Given information.
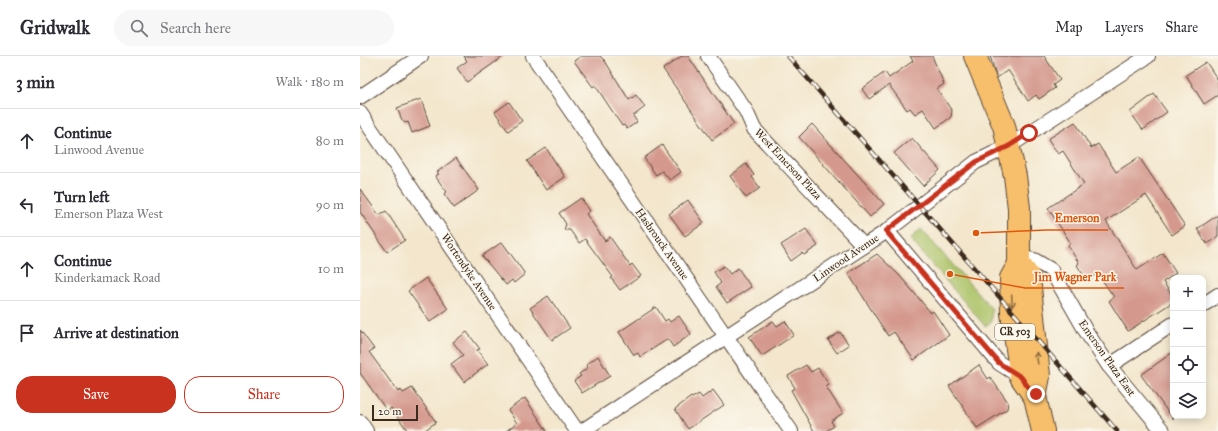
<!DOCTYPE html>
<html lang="en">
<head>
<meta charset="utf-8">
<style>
	:root { --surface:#fff; --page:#f7f7f7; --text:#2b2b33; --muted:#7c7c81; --line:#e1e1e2; --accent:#c8321e }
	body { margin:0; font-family:"IM FELL Great Primer",serif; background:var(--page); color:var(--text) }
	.controls { position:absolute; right:12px; bottom:12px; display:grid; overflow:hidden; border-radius:8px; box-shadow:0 2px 10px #0003 }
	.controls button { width:36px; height:36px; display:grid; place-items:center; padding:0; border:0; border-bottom:1px solid var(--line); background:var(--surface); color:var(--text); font:20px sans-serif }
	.scale { position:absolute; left:12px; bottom:10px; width:46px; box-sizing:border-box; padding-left:4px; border:2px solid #3b2a1e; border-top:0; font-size:11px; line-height:14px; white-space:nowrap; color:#3b2a1e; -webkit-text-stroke:3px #fbf7ec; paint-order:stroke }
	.stop { position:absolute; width:12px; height:12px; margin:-9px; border:3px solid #c8321e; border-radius:50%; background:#fff }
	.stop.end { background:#c8321e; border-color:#fff; box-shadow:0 1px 4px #0008 }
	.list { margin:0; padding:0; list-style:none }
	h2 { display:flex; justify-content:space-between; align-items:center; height:52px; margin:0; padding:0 16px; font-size:17px }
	h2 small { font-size:13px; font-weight:400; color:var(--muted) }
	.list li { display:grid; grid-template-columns:26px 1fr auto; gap:12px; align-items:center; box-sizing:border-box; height:64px; padding:0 16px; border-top:1px solid var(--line) }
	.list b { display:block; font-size:15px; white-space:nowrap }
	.list p { margin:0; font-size:13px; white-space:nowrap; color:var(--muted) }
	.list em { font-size:13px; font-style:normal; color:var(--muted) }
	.actions { display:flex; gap:8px; padding:12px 16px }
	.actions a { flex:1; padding:9px 0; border:1px solid var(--accent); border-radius:16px; text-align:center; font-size:14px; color:var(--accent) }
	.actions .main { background:var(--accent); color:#fff }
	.icon { flex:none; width:22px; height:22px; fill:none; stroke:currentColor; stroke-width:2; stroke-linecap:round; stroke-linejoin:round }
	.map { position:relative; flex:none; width:858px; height:375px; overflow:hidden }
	header { display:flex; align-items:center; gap:24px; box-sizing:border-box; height:56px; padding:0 20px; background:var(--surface); border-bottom:1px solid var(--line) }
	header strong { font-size:19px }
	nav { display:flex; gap:22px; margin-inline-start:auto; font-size:14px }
	.search { width:280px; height:36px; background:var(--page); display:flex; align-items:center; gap:10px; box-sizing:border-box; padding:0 14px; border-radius:22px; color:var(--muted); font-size:15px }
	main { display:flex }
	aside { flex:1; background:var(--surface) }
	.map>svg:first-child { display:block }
</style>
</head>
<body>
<header>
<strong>Gridwalk</strong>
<div class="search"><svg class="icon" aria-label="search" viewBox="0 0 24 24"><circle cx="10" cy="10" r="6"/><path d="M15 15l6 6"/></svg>Search here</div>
<nav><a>Map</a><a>Layers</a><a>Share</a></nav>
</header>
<main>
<aside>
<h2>3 min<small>Walk · 180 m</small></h2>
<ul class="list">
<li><svg class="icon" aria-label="ahead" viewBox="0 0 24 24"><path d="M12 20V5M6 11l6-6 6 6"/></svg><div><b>Continue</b><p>Linwood Avenue</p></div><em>80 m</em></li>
<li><svg class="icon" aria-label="left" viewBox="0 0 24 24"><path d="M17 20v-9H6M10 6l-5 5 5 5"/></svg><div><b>Turn left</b><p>Emerson Plaza West</p></div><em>90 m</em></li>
<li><svg class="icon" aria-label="ahead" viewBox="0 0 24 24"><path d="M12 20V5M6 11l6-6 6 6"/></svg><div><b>Continue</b><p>Kinderkamack Road</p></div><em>10 m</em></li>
<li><svg class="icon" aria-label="arrive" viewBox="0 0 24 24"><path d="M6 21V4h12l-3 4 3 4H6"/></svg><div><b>Arrive at destination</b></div></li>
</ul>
<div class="actions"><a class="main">Save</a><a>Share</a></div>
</aside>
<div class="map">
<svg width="858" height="375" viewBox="0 0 858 375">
	<rect width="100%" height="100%" fill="#fbf7ec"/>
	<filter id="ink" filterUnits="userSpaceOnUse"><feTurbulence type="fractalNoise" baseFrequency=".025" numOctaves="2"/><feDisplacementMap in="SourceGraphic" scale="8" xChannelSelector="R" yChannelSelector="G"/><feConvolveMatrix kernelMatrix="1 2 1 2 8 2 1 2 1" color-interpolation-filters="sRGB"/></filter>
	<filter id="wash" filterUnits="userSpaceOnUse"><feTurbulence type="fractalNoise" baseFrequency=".012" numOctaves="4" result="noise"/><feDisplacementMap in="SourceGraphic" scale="16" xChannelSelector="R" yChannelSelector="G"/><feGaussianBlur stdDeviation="0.9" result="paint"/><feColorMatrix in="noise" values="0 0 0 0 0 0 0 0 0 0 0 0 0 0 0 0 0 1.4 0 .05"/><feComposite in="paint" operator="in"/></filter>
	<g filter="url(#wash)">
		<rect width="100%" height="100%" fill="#f3e6cc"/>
		<path fill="#acc368" stroke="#747643" d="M561 173 632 253 631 266 625 270 550 183Z"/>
		<g id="blocks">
			<g fill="#d4988d">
				<path d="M104 0H144L107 26 97 12 107 5Z"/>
				<path d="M221 0H240L245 5 269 44 276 39 285 51 273 60 277 66 267 73 264 69 262 70 235 29 233 31 214 5Z"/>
				<path d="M322 0H328L374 68 352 84 303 13Z"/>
				<path d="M550 0H572L584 28 577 33 592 55 591 61 576 72 563 53 555 58 550 52 547 54 529 29 509 43 502 33 525 16 529 22 553 5Z"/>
				<path d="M630 0H684L700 24 693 29 695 32 679 43 676 39 668 45 648 14 637 22Z"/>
				<path d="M846 6 858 24V39L844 48 826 19Z"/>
				<path d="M794 38 807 56 783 74 770 56Z"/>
				<path d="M61 43 70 70 52 77 48 66 45 67 42 64 37 52Z"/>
				<path d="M149 46 162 65 148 75 135 56Z"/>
				<path d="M715 66 731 92 738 88 756 116 779 101 825 170 812 179 786 139 746 165 777 214 803 197 816 217 803 226 813 241V246L768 275 749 245 754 241 738 218 727 225 717 209 719 207 708 190 710 186 688 152 724 128 703 95 698 98 688 83Z"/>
				<path d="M452 68 524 148 510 161 439 81Z"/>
				<path d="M552 82 580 114 563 130 534 97Z"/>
				<path d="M302 89 321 116 310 124 302 115 296 119 284 102Z"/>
				<path d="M186 92 205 121 186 134 167 105Z"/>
				<path d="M96 102 119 134 94 152 84 138 87 136 75 120 79 118 77 116Z"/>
				<path d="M386 108 394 119 392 121 400 132 386 142 370 120Z"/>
				<path d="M0 133 19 159 26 155 45 184 27 196 0 156Z"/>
				<path d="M221 142 230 155 226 158 245 185 250 181 270 210 272 208 281 220 260 234 251 222 253 221 225 183 219 187 210 174H204L206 168 199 157Z"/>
				<path d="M328 144 344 167 325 180 309 158Z"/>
				<path d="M858 159V180L847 188 837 173Z"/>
				<path d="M446 173 458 190 444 199 442 197 431 205 421 189Z"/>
				<path d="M142 186 165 218 154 227 152 224 146 229 122 200Z"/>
				<path d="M517 198 540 220 571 257 573 255 589 279 554 304 534 276 528 280 488 217Z"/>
				<path d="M364 210 370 218 378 212 391 231 367 247 356 231 361 227 354 216Z"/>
				<path d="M66 222 88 253 70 266 48 235Z"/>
				<path d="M188 240 210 272 192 284 170 252Z"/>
				<path d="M296 251 305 265 308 263 310 266 319 260 331 278 313 291 308 283 280 301 278 297 274 299 259 276Z"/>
				<path d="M413 265 417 270 425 265 434 279 402 300 389 281Z"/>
				<path d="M0 274 14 293 9 296 38 336 41 334 43 337 52 332 76 366 64 375H48L31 352 27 355 0 317Z"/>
				<path d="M107 276 120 293 117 294 128 308 104 326 91 308 103 299 93 286Z"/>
				<path d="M480 276 489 289 477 297 468 284Z"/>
				<path d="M813 296V363L781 319Z"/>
				<path d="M238 300 250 320 222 337 214 325 221 320 219 318 228 312 226 309Z"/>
				<path d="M446 309 451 316 458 312 469 329 466 331 483 357 471 365 474 370 466 375H454L431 334 435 332 428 320Z"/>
				<path d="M619 309 628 323 630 321 648 346 647 353 617 372 589 330Z"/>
				<path d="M353 334 364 349 328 373 315 353 331 341 332 342 339 338 342 342Z"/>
				<path d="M165 342 187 375H146L157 367 148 354Z"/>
			</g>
		</g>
	</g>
	<g filter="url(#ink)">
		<use href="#blocks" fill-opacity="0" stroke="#574638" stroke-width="1"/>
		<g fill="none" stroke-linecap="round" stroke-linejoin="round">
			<defs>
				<g id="street">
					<path d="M173 0 431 375"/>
					<path d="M348 0 386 55 394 73 504 190"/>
					<path d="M0 41 61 0"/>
					<path d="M0 57 217 375"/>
					<path d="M527 175 639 307 661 321"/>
					<path d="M659 201 674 204 691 214 727 277 749 310 803 375"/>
					<path d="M843 249 858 239"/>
					<path d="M749 310 813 268"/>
					<path d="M0 366 6 375"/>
					<path d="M222 375 527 175 616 106 649 90 788 0"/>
				</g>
				<g id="primary">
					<path d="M615 0 644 70 655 120 659 152V208L651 222 652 257 661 321 675 341"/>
					<path d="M659 208 669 221 679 320 675 341 683 375"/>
				</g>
			</defs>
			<use href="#street" stroke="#574638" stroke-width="16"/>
			<use href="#primary" stroke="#574638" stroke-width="24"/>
			<use href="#street" stroke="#fff" stroke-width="14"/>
			<use href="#primary" stroke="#f7bf6c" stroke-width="22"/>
			<defs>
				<path id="rail" d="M428 0 757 375"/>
			</defs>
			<use href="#rail" stroke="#3b2a1e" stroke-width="4.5"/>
			<use href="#rail" stroke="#fbf7ec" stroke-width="3" stroke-dasharray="9" stroke-linecap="butt"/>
		</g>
		<defs><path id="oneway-shaft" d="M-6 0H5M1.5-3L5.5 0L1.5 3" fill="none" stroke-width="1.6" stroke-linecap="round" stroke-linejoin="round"/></defs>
		<g stroke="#906d41">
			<use href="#oneway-shaft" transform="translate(652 245) rotate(87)"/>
			<use href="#oneway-shaft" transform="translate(677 302) rotate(-98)"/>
		</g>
	</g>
	<g fill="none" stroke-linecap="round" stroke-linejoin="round" filter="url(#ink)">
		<path stroke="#c8321e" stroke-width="5" d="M669 77 649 90 616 106 526 175 639 307 661 321 675 341 676 338"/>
	</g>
	<g text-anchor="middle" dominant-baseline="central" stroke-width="3" stroke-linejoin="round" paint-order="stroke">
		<rect fill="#fbf7ec" stroke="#75685c" stroke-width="1" x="635" y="268" width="40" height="16" rx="3"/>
		<g font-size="10" font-weight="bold" fill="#3b2a1e">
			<text x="655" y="276">CR 503</text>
		</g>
		<g font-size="11" fill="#3b2a1e" stroke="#fbf7ec">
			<text transform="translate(428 108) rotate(47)">West Emerson Plaza</text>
			<text transform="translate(302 188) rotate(55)">Hasbrouck Avenue</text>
			<text transform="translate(486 202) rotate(-34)">Linwood Avenue</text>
			<text transform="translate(109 216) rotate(56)">Wortendyke Avenue</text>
			<text transform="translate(747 302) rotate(55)">Emerson Plaza East</text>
		</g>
	</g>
	<path fill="none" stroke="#df570d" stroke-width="1.5" d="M616 177L687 174H748M590 218L665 232H764"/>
	<g fill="#df570d" stroke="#fbf7ec" stroke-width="1.5">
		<circle cx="616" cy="177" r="4"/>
		<circle cx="590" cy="218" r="4"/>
	</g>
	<g font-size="12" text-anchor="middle" font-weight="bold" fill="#df570d" stroke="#fbf7ec" stroke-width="3" stroke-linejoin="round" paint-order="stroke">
		<text x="717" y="166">Emerson</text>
		<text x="715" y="225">Jim Wagner Park</text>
	</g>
</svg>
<div class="controls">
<button>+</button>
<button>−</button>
<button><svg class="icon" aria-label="locate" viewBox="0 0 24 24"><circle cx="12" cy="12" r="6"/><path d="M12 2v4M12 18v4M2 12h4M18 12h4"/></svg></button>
<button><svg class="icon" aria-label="layers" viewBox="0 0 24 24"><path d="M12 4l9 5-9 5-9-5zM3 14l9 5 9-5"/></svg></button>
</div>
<div class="scale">20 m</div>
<div class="stop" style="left:669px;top:77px"></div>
<div class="stop end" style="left:676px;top:338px"></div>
</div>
</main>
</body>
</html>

Exercise directions.
Find the word "serif" in the entries above, then copy each line that holds it.

Response to the task.
	body { margin:0; font-family:"IM FELL Great Primer",serif; background:var(--page); color:var(--text) }
	.controls button { width:36px; height:36px; display:grid; place-items:center; padding:0; border:0; border-bottom:1px solid var(--line); background:var(--surface); color:var(--text); font:20px sans-serif }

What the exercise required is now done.